Task details: Transcribe every line of the material below without change, apart from dropping the pictures.
── Data segment
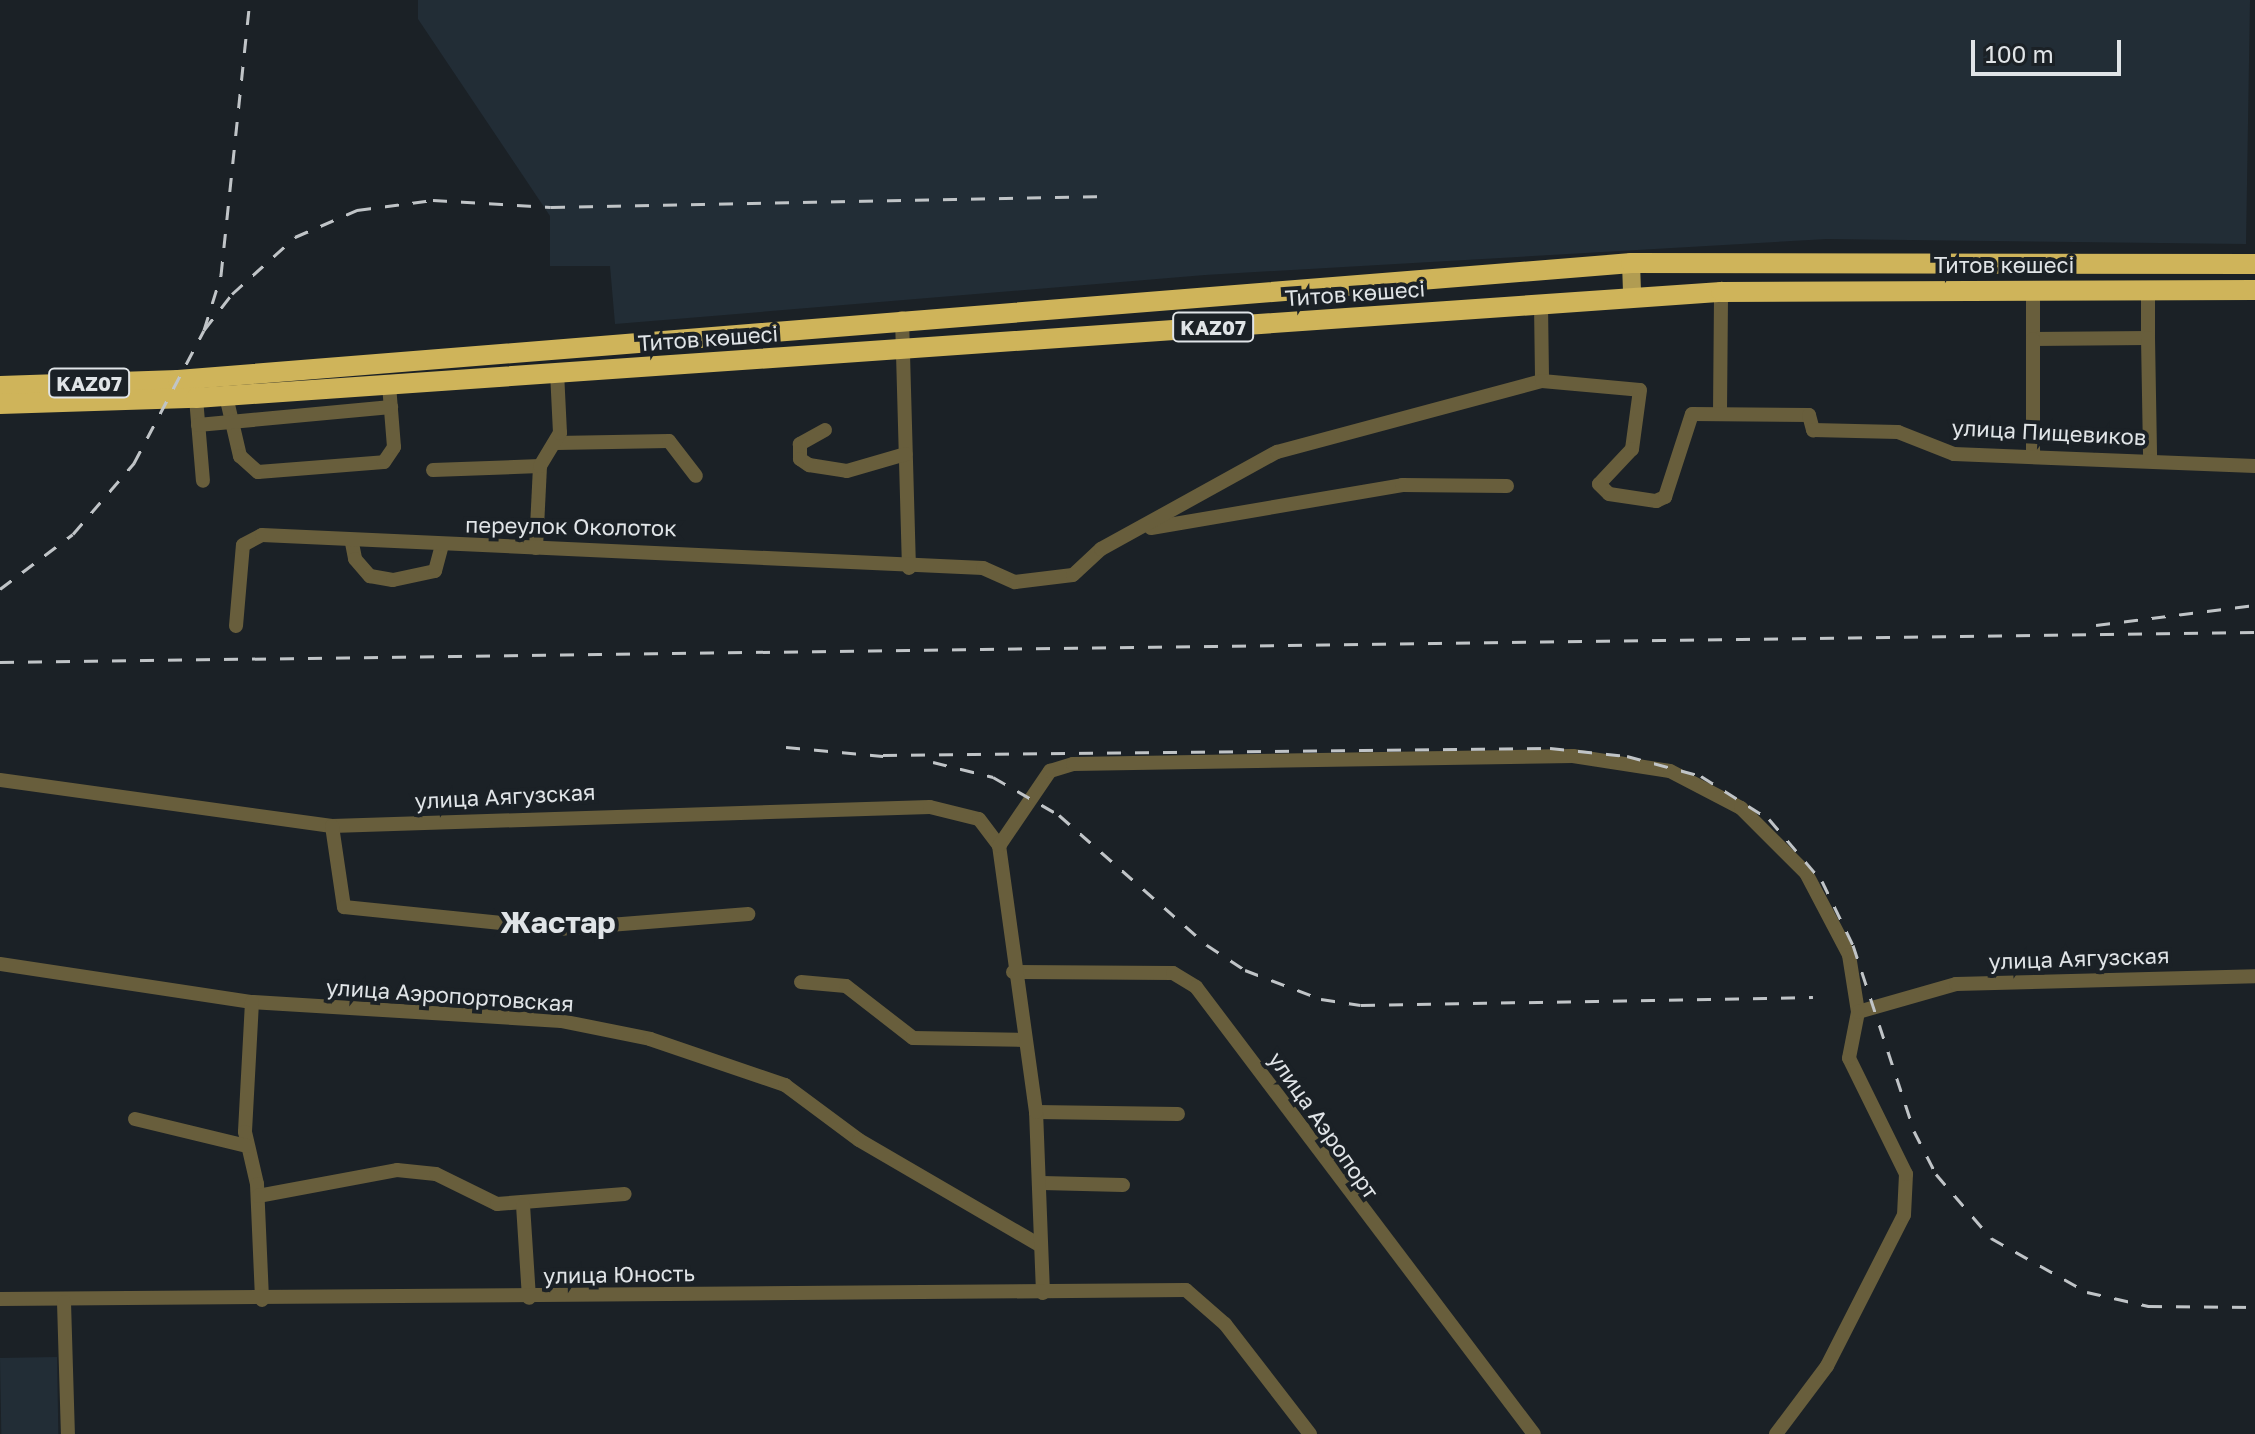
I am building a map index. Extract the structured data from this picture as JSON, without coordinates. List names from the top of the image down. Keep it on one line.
{"streets":{"highway":["Титов көшесі","KAZ07"],"street":["улица Пищевиков","переулок Околоток","улица Аягузская","улица Аэропортовская","улица Аэропорт","улица Юность"]},"crossings":[["Титов көшесі","KAZ07"]],"districts":["Жастар"],"scale_bar":"100 m"}
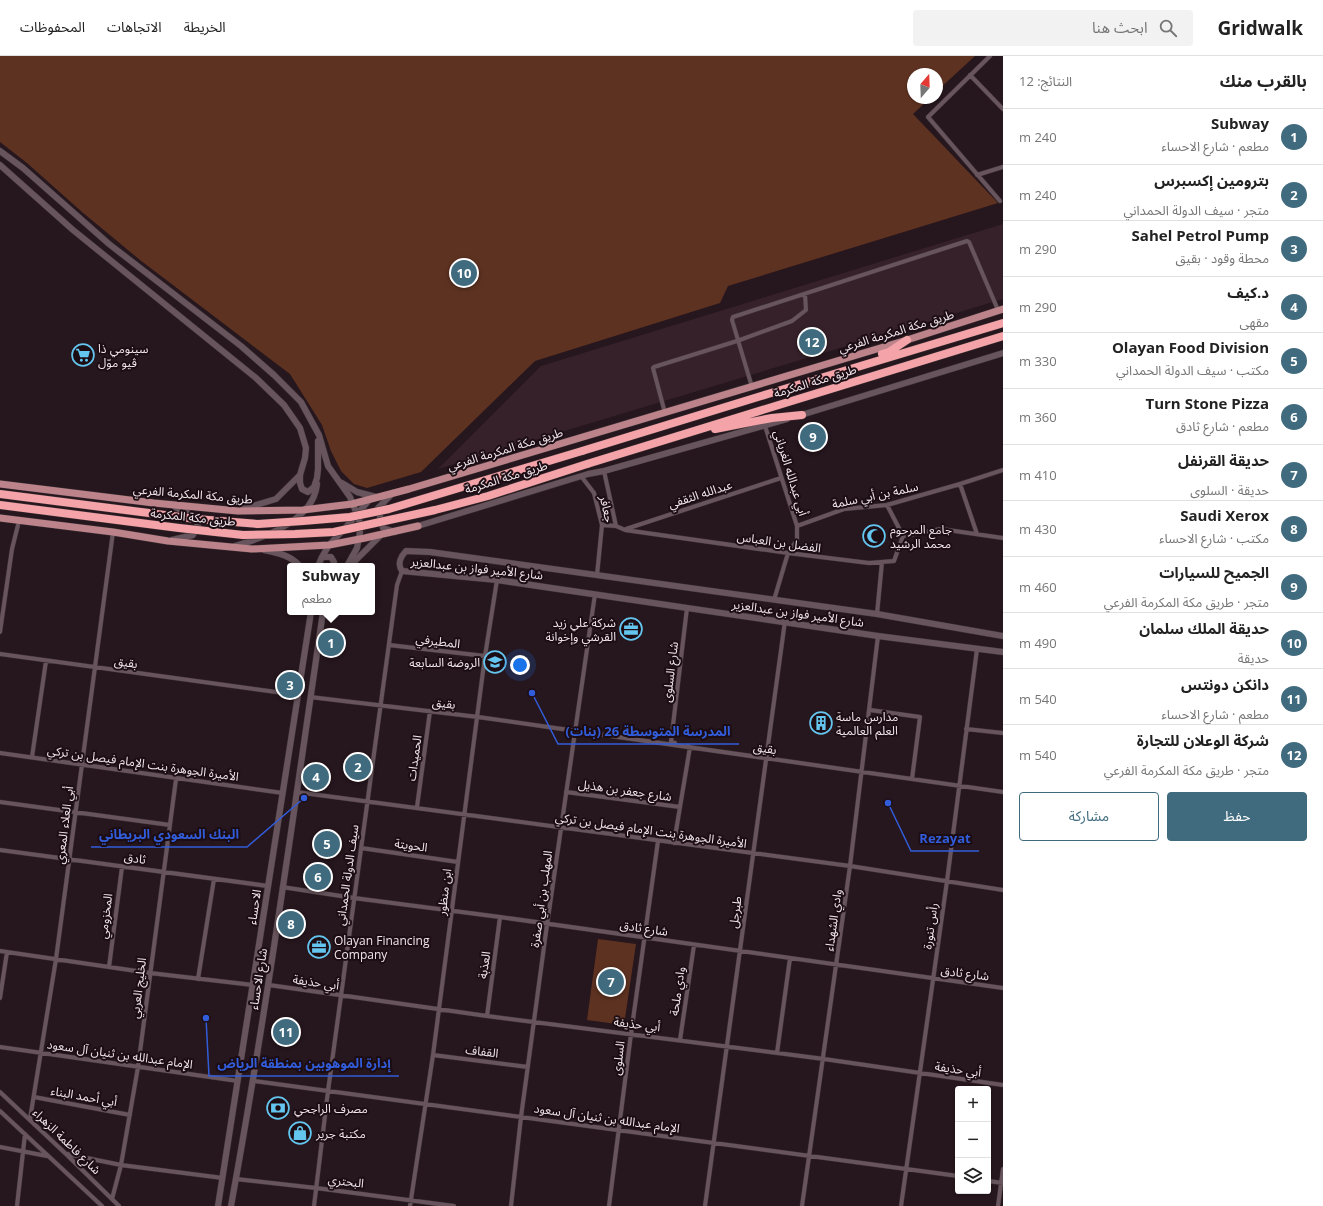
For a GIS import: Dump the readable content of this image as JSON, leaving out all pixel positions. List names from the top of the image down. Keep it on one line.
────
Expected answer:
I am building a map index. Extract the structured data from this picture as JSON, without coordinates. List names from the top of the image down. Keep it on one line.
{"streets":{"highway":["Титов көшесі","KAZ07"],"street":["улица Пищевиков","переулок Околоток","улица Аягузская","улица Аэропортовская","улица Аэропорт","улица Юность"]},"crossings":[["Титов көшесі","KAZ07"]],"districts":["Жастар"],"scale_bar":"100 m"}
For a GIS import: Dump the readable content of this image as JSON, leaving out all pixel positions. List names from the top of the image down. Keep it on one line.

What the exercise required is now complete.